• TASK TO CARRY OUT: Count the lines below that hold the string "marker". Give only that number.

(Dataset entries)
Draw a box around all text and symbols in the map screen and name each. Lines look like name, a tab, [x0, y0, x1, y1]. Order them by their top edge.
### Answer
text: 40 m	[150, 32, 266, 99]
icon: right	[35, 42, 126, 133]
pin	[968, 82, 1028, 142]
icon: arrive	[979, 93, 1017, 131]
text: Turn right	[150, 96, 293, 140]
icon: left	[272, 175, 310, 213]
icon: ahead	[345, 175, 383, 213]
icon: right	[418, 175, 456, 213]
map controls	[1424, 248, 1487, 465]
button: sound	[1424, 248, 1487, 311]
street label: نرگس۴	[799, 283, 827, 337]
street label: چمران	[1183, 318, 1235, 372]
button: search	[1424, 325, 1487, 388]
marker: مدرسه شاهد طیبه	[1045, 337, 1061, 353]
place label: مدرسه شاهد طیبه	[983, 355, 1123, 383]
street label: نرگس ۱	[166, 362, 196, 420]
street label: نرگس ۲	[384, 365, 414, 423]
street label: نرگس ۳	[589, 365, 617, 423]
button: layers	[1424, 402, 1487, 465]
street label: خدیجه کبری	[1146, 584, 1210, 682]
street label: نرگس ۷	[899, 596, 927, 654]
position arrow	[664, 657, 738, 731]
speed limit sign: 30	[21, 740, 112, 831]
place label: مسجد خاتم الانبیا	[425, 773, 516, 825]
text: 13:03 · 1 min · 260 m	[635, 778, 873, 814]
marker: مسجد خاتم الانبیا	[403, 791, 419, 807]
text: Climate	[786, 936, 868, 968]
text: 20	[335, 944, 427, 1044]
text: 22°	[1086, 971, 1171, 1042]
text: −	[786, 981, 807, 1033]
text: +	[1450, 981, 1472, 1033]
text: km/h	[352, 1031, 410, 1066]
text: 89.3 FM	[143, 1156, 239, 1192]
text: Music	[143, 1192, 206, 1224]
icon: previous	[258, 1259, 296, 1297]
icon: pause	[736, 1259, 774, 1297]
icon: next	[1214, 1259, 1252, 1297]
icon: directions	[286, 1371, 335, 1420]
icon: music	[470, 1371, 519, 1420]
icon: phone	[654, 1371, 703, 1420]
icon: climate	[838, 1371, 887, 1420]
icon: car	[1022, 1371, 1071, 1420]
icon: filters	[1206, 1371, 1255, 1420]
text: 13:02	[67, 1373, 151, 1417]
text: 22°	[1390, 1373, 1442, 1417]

• RESULT OF THIS EXERCISE: 2